| Task brief |
Reproduce the listing word for word. Skip any image.

| Recorded data |

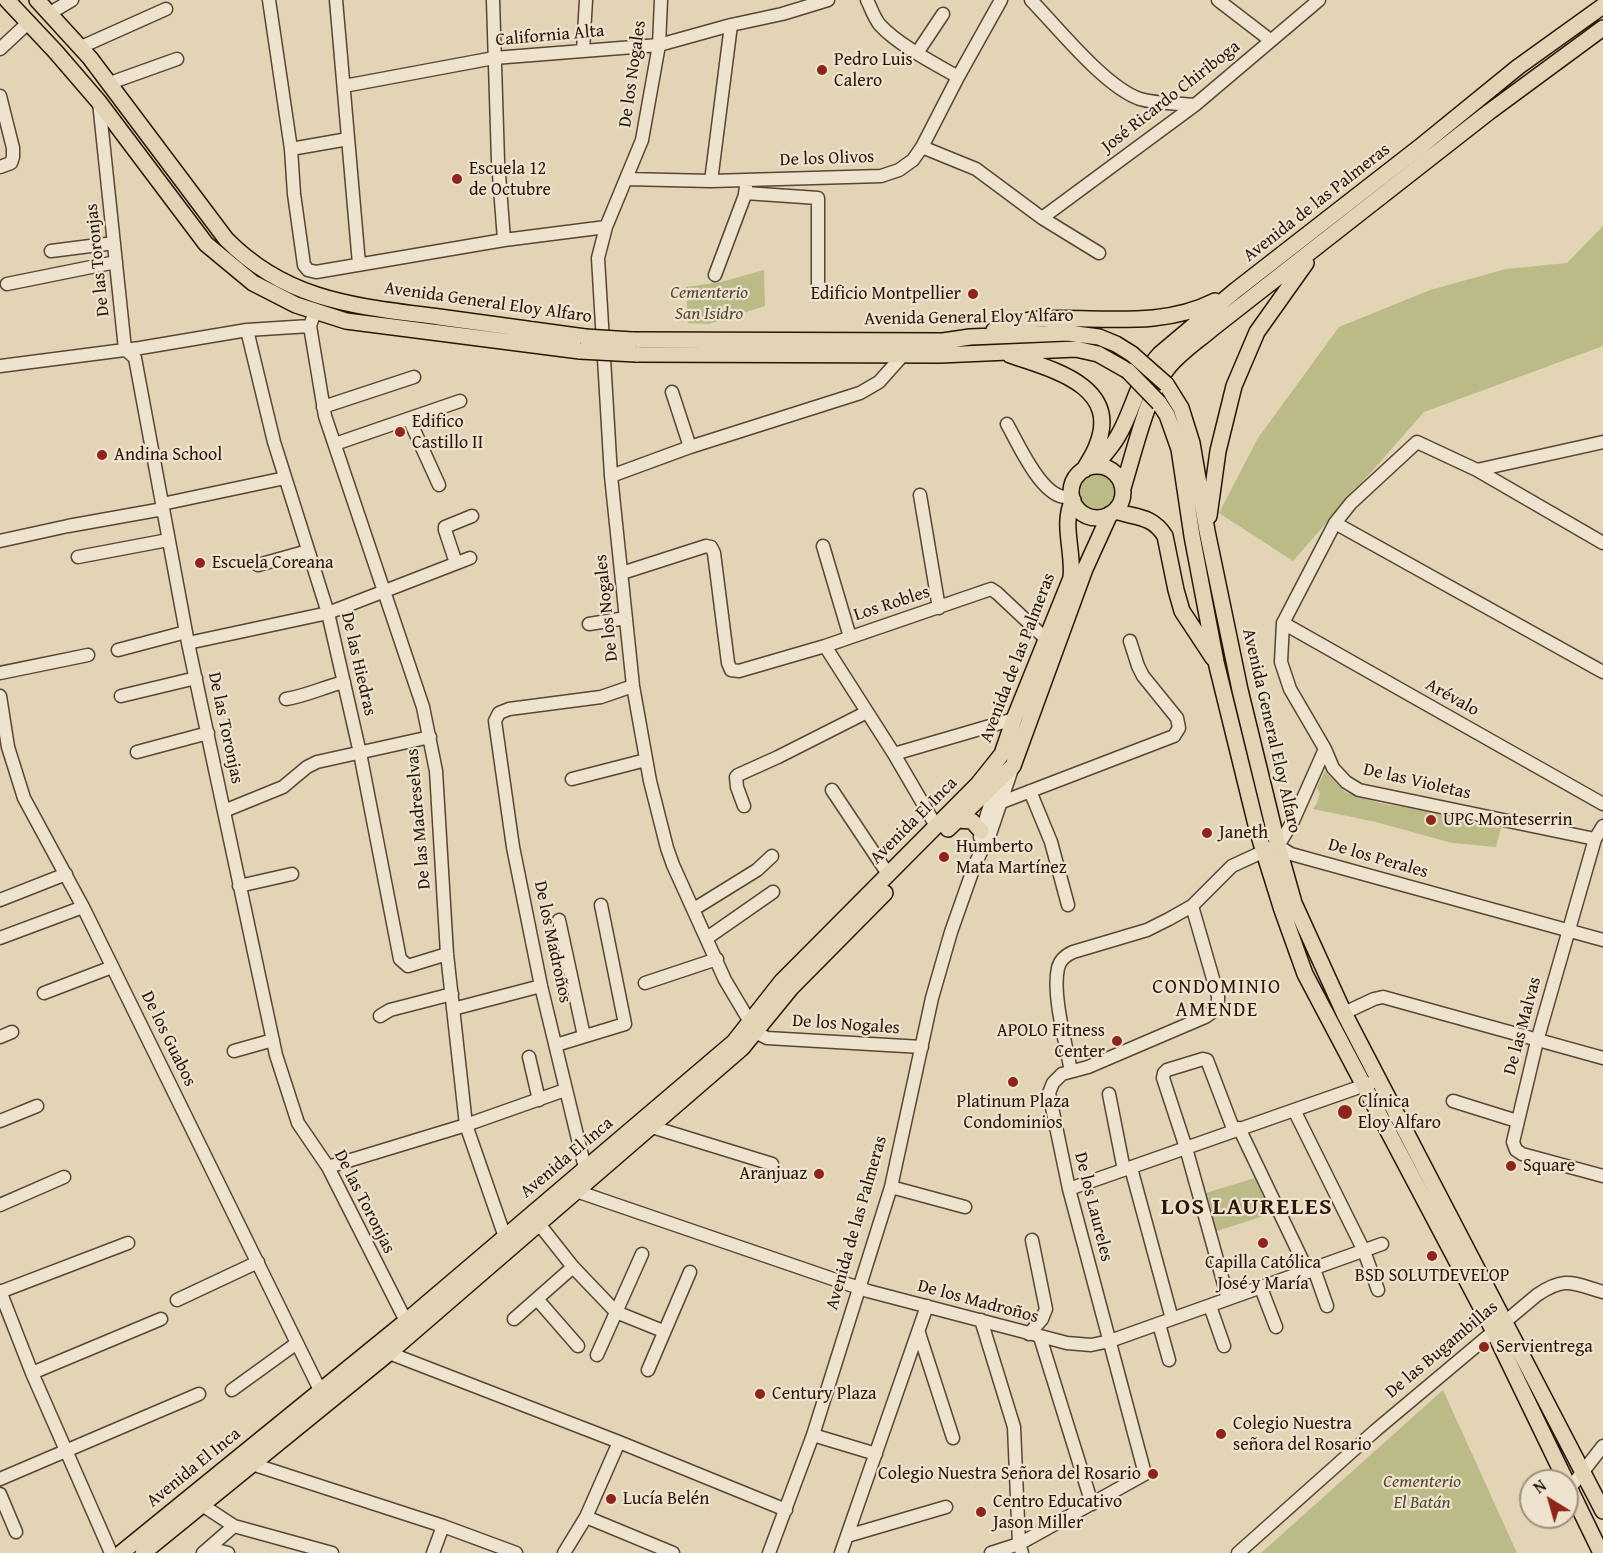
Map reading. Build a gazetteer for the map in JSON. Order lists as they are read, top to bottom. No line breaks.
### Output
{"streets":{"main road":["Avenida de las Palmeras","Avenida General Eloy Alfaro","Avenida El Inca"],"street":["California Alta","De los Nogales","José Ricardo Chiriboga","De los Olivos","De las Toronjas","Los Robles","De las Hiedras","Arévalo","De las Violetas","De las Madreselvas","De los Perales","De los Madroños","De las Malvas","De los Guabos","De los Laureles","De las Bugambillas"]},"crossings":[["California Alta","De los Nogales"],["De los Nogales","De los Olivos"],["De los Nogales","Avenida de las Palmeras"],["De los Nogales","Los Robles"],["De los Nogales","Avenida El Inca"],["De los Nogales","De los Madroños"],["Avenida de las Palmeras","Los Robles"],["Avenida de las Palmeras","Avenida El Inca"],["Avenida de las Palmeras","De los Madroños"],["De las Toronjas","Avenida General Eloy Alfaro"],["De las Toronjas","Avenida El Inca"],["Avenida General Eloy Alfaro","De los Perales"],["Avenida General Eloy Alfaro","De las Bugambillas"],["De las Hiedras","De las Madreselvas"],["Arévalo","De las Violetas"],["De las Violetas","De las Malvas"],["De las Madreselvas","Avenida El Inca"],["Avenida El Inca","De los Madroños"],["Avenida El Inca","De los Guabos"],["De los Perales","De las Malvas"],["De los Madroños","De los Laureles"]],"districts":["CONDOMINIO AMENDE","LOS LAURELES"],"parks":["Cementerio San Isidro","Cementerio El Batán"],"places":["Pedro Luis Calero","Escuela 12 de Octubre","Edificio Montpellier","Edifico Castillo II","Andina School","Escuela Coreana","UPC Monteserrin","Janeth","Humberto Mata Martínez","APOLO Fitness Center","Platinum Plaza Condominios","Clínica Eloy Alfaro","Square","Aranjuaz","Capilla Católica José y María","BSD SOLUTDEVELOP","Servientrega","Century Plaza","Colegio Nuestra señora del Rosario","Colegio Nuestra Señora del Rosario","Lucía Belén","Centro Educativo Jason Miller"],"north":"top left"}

| Answer below |
Map reading. Build a gazetteer for the map in JSON. Order lists as they are read, top to bottom. No line breaks.
### Output
{"streets":{"main road":["Avenida de las Palmeras","Avenida General Eloy Alfaro","Avenida El Inca"],"street":["California Alta","De los Nogales","José Ricardo Chiriboga","De los Olivos","De las Toronjas","Los Robles","De las Hiedras","Arévalo","De las Violetas","De las Madreselvas","De los Perales","De los Madroños","De las Malvas","De los Guabos","De los Laureles","De las Bugambillas"]},"crossings":[["California Alta","De los Nogales"],["De los Nogales","De los Olivos"],["De los Nogales","Avenida de las Palmeras"],["De los Nogales","Los Robles"],["De los Nogales","Avenida El Inca"],["De los Nogales","De los Madroños"],["Avenida de las Palmeras","Los Robles"],["Avenida de las Palmeras","Avenida El Inca"],["Avenida de las Palmeras","De los Madroños"],["De las Toronjas","Avenida General Eloy Alfaro"],["De las Toronjas","Avenida El Inca"],["Avenida General Eloy Alfaro","De los Perales"],["Avenida General Eloy Alfaro","De las Bugambillas"],["De las Hiedras","De las Madreselvas"],["Arévalo","De las Violetas"],["De las Violetas","De las Malvas"],["De las Madreselvas","Avenida El Inca"],["Avenida El Inca","De los Madroños"],["Avenida El Inca","De los Guabos"],["De los Perales","De las Malvas"],["De los Madroños","De los Laureles"]],"districts":["CONDOMINIO AMENDE","LOS LAURELES"],"parks":["Cementerio San Isidro","Cementerio El Batán"],"places":["Pedro Luis Calero","Escuela 12 de Octubre","Edificio Montpellier","Edifico Castillo II","Andina School","Escuela Coreana","UPC Monteserrin","Janeth","Humberto Mata Martínez","APOLO Fitness Center","Platinum Plaza Condominios","Clínica Eloy Alfaro","Square","Aranjuaz","Capilla Católica José y María","BSD SOLUTDEVELOP","Servientrega","Century Plaza","Colegio Nuestra señora del Rosario","Colegio Nuestra Señora del Rosario","Lucía Belén","Centro Educativo Jason Miller"],"north":"top left"}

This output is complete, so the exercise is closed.